Certain protective rules concerning the personal data have been inserted on account of the fact that, as noted above, the new Regulation will also apply to proceedings opened against persons who do not carry out an independent business or professional activity: see Articles 78-83. Having these cases in mind, Recital 80 strikes a balance with the creditors’ right to lodge the claims by calling Member States to ensure both that the relevant information is given to creditors by individual notice and that claims of creditors who have not received the information are not affected by the proceedings.
Groups of companies
The revision also addresses the management of multiple insolvency proceedings relating to groups of companies, introducing a specific Chapter (V). This strives to ensure the efficiency of the insolvency administration, whilst respecting each group member’s separate legal personality.
In this regard, the new EIR draws inspiration from the UNCITRAL Model Law and related Legislative and Practice Guides.
Firstly, should more proceedings be opened in different Member States, the new EIR requires all the actors involved (insolvency practitioners and courts) to comply with the duties of cooperation and communication applicable when main and secondary insolvency proceedings are opened against the same debtor (Chapter V, Section 1).

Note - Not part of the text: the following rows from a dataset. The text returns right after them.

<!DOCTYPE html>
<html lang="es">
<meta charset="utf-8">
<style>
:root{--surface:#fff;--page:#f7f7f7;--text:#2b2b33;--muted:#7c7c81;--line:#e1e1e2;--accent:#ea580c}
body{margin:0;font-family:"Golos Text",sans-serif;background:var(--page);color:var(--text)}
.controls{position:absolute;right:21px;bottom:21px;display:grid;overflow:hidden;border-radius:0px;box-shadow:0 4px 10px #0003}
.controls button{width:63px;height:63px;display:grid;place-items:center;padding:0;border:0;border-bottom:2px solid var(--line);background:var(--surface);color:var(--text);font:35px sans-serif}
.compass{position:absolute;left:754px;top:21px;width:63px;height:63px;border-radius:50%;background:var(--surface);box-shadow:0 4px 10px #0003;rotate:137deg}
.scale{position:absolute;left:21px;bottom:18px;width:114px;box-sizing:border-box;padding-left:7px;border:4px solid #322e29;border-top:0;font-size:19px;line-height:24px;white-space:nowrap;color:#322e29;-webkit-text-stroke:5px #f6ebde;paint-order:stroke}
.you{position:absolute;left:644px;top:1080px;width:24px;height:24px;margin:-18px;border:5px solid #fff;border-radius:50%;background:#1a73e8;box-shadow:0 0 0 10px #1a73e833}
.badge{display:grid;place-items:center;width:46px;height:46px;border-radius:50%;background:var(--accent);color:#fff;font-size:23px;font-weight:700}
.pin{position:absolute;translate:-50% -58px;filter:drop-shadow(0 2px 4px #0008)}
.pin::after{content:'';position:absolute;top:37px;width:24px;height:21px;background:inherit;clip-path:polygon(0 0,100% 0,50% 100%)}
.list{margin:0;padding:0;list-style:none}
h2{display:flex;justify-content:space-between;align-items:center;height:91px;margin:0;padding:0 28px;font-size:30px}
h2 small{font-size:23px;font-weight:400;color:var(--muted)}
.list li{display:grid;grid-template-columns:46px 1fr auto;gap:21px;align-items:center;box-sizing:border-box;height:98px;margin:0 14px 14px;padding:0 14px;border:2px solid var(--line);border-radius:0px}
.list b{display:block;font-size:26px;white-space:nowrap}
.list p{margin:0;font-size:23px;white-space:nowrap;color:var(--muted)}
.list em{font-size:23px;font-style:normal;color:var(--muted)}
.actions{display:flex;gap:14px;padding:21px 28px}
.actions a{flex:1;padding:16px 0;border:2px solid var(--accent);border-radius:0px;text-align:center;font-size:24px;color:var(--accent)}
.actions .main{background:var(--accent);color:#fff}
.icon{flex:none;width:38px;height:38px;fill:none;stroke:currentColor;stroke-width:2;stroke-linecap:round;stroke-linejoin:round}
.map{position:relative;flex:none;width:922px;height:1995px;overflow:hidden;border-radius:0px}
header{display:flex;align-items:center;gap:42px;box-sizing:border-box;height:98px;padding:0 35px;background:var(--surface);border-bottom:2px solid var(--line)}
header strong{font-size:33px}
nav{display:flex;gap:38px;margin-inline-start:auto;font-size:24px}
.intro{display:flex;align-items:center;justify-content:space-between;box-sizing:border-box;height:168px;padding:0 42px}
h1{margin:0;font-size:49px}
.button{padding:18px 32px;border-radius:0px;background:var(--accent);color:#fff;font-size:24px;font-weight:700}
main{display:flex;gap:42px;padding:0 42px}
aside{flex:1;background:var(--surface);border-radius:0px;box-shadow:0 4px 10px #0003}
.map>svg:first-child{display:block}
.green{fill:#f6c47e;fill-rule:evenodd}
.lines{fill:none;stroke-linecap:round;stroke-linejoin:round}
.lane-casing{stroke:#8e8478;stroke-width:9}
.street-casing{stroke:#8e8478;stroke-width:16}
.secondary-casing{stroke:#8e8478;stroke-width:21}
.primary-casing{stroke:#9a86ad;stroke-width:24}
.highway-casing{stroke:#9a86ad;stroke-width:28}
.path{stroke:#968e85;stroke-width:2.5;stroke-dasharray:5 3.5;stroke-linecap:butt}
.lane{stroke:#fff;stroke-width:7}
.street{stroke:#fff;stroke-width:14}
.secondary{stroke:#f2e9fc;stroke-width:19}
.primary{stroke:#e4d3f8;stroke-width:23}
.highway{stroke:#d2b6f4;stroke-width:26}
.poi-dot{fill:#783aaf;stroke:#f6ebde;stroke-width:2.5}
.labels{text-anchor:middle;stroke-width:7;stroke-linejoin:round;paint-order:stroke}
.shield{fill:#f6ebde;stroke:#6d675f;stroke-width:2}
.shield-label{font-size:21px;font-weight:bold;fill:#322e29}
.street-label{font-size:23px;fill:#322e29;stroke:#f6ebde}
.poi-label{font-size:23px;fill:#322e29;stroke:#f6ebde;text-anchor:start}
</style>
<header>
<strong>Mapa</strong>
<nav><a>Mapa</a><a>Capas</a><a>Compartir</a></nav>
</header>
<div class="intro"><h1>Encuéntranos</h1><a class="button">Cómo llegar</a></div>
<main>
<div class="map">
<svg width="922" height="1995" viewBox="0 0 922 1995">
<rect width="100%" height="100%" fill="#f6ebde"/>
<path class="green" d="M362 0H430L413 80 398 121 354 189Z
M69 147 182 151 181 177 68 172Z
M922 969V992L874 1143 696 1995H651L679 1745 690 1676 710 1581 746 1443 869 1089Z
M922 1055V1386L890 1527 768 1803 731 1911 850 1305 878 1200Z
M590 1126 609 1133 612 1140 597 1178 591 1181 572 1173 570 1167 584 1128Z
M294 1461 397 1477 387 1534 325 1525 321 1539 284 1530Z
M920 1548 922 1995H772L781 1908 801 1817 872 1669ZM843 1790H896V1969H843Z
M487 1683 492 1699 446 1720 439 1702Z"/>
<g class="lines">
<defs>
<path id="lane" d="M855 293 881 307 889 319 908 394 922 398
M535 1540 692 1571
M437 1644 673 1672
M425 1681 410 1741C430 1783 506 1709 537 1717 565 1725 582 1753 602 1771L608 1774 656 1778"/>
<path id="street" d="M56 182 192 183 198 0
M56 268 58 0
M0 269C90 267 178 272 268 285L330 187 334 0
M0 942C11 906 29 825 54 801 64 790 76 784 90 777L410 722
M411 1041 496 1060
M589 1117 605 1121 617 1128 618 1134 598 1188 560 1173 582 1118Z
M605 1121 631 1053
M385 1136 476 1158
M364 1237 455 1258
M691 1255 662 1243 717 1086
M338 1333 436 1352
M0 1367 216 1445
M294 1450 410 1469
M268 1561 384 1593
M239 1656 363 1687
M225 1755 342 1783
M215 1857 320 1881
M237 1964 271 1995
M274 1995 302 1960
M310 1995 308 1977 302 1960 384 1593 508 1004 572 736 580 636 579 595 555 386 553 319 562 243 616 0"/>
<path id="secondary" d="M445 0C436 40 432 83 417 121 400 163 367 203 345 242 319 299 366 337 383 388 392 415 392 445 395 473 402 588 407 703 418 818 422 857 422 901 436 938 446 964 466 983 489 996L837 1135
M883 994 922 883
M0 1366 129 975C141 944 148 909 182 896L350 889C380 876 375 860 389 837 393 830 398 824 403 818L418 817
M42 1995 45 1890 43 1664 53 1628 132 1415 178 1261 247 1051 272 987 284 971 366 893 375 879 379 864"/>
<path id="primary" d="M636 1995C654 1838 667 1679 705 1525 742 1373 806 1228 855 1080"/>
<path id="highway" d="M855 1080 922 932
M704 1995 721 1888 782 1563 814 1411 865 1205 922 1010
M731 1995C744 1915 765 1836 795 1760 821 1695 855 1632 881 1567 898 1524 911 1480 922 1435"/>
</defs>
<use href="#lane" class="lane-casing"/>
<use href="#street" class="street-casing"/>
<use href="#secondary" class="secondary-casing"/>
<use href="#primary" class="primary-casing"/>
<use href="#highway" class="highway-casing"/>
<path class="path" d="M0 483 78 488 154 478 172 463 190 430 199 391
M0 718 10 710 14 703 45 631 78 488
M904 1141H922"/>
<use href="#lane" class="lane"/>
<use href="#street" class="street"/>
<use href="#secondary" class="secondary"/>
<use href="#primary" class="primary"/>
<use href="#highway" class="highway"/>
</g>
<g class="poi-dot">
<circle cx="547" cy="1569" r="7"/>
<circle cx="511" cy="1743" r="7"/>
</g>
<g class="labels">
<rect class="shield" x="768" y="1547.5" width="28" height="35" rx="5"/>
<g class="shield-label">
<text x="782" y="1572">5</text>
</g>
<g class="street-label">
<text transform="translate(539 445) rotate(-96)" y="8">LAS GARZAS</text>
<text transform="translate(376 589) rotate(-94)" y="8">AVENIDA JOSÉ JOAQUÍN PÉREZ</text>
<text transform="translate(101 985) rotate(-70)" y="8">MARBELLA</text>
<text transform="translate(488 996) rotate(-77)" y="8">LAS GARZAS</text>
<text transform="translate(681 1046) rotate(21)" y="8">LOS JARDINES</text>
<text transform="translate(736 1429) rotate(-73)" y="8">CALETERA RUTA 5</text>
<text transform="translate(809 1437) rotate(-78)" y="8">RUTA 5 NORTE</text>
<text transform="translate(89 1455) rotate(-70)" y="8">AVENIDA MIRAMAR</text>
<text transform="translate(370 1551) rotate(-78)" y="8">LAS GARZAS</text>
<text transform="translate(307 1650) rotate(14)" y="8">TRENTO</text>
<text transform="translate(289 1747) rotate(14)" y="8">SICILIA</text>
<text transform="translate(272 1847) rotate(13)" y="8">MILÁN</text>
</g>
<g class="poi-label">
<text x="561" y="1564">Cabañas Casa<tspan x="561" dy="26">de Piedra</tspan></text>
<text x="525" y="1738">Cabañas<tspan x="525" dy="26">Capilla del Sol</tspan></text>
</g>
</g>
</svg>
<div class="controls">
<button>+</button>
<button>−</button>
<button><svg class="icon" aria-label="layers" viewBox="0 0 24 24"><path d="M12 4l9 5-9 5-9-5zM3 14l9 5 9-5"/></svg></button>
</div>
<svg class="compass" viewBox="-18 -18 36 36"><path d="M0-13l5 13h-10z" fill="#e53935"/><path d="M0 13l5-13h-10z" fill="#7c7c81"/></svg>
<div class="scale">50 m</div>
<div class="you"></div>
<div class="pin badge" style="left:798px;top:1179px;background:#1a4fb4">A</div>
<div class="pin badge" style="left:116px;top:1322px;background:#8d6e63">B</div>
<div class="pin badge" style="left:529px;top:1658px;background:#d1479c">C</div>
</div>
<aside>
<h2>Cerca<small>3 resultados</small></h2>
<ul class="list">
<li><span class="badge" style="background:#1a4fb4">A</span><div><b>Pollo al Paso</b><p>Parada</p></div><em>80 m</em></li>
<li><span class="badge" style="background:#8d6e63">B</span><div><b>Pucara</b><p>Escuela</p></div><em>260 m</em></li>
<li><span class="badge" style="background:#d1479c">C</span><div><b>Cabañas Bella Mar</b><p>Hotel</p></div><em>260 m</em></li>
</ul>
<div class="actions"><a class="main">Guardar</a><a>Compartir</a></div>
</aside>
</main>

An important innovation is that an insolvency practitioner is now allowed to request the opening of a “group coordination proceeding”, which should further facilitate, in particular, the restructuring of groups (Chapter V, Section 2). The participation of the other insolvency practitioners (hence, the other proceedings) rests on a voluntary basis.
A “coordinator” will be appointed to propose and implement the coordination plan (Articles 71-72).
All the advantages of the “coordination proceedings” should be worth the costs. In other words, the costs of the coordination should be sustainable and adequate having regard to the purpose of each proceedings involved.
The introduction of groups-of-companies oriented rules will not prevent a court from opening insolvency proceedings for several companies in a single State if the court finds a common COMI therein (Recital 53).
What about the applicable law?
The revision only marginally addresses the issue of applicable law.
However, Article 11(2) and Article 13(2) of the new texts are noteworthy in this respect, in that they manage, as regards contracts relating to immovable property and contracts of employment, the effects of the insolvency stemming from the (local) lex contractus when the insolvency being handled abroad in the main proceedings.
Article 18 extends to pending arbitration proceedings the existing rule whereby the effects of insolvency proceedings on a pending lawsuit concerning assets or rights included in the debtor’s insolvency estate must be governed by the law of the Member State where the lawsuit is pending (the law of the seat of the arbitration will apply).
Finally, all the rules whose functioning depends on the concept of “Member State in which assets are situated” will benefit from the broader and more detailed definition provided by Article 2(9), which refers, among other “assets”, to registered shares in companies, financial instruments, cash held in credit institutions accounts and copyrights.